Pour Olivier Ferlet, membre du Conseil national de l’ordre des pharmaciens, « les connaissances, la disponibilité et la proximité du pharmacien sont des compétences que nous mettons à disposition de la santé publique, y compris dans le cadre de la vaccination ». La mise en service, courant 2015, du DP-Vaccination sera un outil de plus, mais l’Ordre insiste sur un cadre nécessaire : volontariat, locaux dédiés, formation validante et vaccination sous couvert d’une délégation du médecin, la primovaccination lui revenant. « Il n’est pas question d’entrer en compétition avec les médecins ou les infirmières ou de leur prendre leur travail. Le principe est d’essayer de toucher les personnes qui ne se feraient pas vacciner par ailleurs, notamment les opposants à la vaccination ». Et de rappeler les 40 000 morts prématurés par an en Europe à cause de la grippe et les résultats de la vaccination en officine sur la couverture vaccinale au Portugal, en Irlande ou Angleterre.

Nos experts interrogés

Martine Langlois, vice-présidente du syndicat de médecins généralistes MG France.

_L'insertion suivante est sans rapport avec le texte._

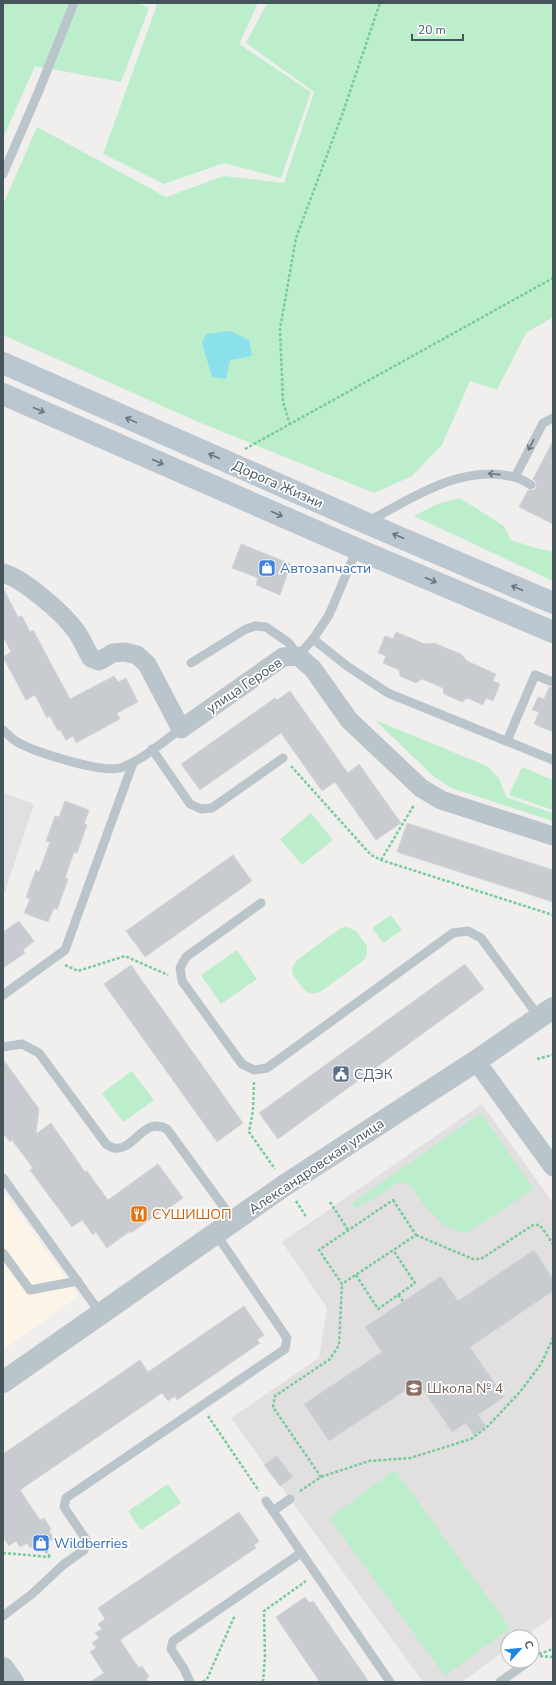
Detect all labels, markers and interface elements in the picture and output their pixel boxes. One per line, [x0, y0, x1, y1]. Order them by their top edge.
scale bar [412, 16, 463, 42]
text: 20 m [418, 22, 446, 38]
one-way arrow [32, 406, 44, 414]
one-way arrow [126, 415, 138, 423]
one-way arrow [527, 438, 535, 450]
one-way arrow [209, 452, 221, 459]
street label: Дорога Жизни [229, 456, 326, 513]
one-way arrow [151, 459, 163, 466]
one-way arrow [488, 471, 501, 478]
one-way arrow [270, 511, 282, 518]
one-way arrow [392, 532, 404, 540]
shop icon: Автозапчасти [257, 558, 277, 578]
place label: Автозапчасти [280, 559, 371, 578]
one-way arrow [425, 577, 437, 585]
one-way arrow [512, 583, 524, 591]
street label: улица Героев [203, 653, 286, 718]
public building icon: СДЭК [331, 1064, 351, 1084]
place label: СДЭК [354, 1065, 393, 1084]
street label: Александровская улица [245, 1114, 388, 1219]
restaurant icon: СУШИШОП [129, 1204, 149, 1224]
place label: СУШИШОП [152, 1205, 232, 1224]
school or university icon: Школа № 4 [404, 1378, 424, 1398]
place label: Школа № 4 [427, 1379, 503, 1398]
shop icon: Wildberries [31, 1533, 51, 1553]
place label: Wildberries [54, 1534, 128, 1553]
north arrow [500, 1629, 540, 1669]
text: С [520, 1638, 537, 1652]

Gilles Bonnefond, président de l’Union des syndicats de pharmaciens d’officine (USPO).

Olivier Ferlet, membre du Conseil national de l’ordre des pharmaciens (Cnop).

Repères

→ 2013 : le gouvernement lance la stratégie nationale de santé visant à réformer le système de santé.

→ Septembre 2014 : dans le prolongement de cette stratégie, les grands axes de la loi de santé, dont l’article 32 visant à autoriser la vaccination en officine, sont présentés au Conseil des ministres 15 octobre 2014 : le Conseil des ministres adopte le projet de loi.

→ Janvier 2015 : début prévu de l’examen du div au Parlement.